EXERCISE OBJECTIVE: Search the entries for the word "roads". Copy each line in which it is found.

AVAILABLE DATA:
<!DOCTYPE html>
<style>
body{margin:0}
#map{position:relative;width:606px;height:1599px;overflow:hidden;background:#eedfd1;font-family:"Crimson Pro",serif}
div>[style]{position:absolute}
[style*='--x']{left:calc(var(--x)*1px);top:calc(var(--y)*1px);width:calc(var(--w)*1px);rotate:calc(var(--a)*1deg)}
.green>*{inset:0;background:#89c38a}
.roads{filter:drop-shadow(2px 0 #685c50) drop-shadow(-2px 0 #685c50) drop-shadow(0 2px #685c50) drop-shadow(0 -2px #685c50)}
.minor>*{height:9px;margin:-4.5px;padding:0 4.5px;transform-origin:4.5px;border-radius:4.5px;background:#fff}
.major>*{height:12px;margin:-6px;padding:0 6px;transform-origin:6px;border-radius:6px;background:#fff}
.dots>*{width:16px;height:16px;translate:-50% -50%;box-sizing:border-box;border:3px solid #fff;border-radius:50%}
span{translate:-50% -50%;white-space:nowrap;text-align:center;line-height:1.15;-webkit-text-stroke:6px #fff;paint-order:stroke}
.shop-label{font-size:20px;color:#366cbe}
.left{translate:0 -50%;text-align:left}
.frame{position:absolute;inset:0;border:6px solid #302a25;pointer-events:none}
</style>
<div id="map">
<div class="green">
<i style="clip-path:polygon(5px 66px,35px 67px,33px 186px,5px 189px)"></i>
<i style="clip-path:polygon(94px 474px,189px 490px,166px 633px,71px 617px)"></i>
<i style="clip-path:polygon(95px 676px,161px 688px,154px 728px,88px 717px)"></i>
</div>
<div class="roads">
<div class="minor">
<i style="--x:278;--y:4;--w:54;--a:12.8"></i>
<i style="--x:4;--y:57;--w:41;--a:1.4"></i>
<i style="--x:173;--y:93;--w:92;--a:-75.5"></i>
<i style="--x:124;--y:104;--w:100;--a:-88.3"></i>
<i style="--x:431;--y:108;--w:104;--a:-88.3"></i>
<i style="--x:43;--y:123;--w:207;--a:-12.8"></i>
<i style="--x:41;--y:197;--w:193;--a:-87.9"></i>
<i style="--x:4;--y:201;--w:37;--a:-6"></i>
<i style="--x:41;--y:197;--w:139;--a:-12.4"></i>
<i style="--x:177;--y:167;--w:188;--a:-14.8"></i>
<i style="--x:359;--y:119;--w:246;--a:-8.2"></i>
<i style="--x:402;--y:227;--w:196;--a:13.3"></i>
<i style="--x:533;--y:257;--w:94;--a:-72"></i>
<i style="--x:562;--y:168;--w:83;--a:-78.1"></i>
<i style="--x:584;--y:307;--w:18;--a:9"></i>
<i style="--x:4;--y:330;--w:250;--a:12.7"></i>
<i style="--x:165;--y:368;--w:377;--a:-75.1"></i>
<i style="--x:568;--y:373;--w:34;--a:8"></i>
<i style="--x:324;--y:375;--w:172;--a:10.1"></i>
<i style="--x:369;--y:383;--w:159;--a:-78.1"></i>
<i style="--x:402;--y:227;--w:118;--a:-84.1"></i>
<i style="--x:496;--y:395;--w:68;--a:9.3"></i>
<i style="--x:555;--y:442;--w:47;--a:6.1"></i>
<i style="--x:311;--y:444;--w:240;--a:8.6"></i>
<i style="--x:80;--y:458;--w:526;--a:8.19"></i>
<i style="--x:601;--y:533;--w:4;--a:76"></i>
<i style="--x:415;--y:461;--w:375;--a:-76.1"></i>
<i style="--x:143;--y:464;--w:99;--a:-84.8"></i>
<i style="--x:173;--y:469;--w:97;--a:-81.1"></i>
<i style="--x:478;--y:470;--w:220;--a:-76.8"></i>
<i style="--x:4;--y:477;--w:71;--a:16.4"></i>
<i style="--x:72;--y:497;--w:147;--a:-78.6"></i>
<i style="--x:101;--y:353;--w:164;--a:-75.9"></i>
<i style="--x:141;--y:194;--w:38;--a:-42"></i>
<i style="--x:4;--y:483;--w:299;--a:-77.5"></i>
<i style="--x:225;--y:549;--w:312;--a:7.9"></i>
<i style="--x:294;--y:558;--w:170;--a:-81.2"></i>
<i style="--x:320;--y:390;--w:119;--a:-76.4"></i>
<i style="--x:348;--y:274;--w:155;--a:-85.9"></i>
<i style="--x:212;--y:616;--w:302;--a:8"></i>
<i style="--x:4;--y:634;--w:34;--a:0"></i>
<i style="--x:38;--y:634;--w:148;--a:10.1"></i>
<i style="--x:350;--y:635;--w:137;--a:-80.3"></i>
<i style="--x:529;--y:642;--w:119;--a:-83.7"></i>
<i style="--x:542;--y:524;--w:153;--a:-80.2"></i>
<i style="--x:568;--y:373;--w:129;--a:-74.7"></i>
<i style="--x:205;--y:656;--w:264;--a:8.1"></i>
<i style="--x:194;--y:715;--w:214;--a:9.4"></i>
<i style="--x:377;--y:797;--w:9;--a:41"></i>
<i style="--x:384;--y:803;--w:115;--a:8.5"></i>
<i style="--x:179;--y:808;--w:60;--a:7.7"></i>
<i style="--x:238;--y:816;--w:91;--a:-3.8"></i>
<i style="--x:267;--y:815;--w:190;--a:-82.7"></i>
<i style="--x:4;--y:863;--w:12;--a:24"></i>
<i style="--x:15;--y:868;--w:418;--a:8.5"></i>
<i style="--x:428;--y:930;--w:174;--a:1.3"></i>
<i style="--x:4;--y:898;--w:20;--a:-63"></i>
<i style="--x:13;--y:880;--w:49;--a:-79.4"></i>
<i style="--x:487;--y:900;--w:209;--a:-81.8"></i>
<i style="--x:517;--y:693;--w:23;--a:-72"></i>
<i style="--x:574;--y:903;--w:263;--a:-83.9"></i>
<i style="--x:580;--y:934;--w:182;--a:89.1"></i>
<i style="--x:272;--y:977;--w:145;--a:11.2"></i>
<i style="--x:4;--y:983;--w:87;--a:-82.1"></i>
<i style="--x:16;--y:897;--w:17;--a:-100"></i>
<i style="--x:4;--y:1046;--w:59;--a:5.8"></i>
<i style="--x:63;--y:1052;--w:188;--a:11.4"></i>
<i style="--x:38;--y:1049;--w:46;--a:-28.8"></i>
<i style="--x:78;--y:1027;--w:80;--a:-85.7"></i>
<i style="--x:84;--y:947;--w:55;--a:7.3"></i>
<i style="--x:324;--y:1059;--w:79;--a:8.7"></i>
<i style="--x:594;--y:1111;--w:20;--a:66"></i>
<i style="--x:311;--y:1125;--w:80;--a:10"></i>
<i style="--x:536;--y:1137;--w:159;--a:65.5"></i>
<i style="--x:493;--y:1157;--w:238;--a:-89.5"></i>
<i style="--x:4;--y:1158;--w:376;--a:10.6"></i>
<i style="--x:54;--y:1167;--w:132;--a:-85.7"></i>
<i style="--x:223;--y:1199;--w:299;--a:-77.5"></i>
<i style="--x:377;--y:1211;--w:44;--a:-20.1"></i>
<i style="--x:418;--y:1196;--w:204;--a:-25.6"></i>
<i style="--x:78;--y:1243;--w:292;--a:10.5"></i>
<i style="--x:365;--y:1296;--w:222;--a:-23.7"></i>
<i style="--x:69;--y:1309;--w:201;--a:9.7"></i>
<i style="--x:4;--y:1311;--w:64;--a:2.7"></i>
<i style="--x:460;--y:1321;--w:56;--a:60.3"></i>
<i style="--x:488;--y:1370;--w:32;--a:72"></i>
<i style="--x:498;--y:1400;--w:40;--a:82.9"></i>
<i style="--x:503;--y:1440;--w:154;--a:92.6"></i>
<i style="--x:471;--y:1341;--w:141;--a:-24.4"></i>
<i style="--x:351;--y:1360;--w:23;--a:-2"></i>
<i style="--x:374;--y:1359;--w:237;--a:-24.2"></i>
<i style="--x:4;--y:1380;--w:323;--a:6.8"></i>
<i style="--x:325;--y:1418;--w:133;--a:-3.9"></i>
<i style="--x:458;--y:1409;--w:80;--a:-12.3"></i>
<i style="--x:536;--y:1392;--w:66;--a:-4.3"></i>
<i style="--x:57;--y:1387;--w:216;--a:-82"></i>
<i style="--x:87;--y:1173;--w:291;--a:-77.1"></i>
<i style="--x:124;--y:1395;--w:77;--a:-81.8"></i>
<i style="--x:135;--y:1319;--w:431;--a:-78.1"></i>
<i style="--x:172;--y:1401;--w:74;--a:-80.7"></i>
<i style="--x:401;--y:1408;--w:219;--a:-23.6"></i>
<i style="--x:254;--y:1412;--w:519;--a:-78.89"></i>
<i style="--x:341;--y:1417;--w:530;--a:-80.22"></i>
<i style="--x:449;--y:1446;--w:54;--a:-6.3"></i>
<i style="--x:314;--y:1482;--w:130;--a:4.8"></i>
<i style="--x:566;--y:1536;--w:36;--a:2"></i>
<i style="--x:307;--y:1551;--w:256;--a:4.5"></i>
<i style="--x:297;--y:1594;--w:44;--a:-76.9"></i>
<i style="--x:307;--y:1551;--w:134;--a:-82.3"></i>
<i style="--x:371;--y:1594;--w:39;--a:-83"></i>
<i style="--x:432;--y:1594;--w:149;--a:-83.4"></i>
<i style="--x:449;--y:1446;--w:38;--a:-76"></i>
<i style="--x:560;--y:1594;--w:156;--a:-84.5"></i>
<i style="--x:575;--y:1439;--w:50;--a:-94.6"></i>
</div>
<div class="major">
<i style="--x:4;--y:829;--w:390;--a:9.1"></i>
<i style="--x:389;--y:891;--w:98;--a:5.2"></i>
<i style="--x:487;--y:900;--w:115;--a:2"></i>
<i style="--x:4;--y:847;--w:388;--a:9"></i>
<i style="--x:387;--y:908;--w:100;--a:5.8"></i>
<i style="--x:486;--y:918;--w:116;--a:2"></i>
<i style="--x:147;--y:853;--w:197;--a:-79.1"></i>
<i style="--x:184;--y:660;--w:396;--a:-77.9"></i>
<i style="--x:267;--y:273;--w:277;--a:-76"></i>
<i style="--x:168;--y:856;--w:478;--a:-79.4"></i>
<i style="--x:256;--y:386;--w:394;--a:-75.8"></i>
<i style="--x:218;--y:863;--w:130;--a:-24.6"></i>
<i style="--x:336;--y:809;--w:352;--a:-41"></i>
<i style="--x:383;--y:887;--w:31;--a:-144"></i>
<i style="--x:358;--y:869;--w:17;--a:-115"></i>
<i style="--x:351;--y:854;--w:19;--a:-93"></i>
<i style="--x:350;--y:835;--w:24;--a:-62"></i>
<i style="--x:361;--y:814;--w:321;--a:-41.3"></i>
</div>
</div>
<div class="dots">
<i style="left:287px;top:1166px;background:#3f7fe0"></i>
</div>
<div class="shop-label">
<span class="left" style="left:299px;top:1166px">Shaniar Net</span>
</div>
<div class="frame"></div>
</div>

RESULT OF THIS TASK:
.roads{filter:drop-shadow(2px 0 #685c50) drop-shadow(-2px 0 #685c50) drop-shadow(0 2px #685c50) drop-shadow(0 -2px #685c50)}
<div class="roads">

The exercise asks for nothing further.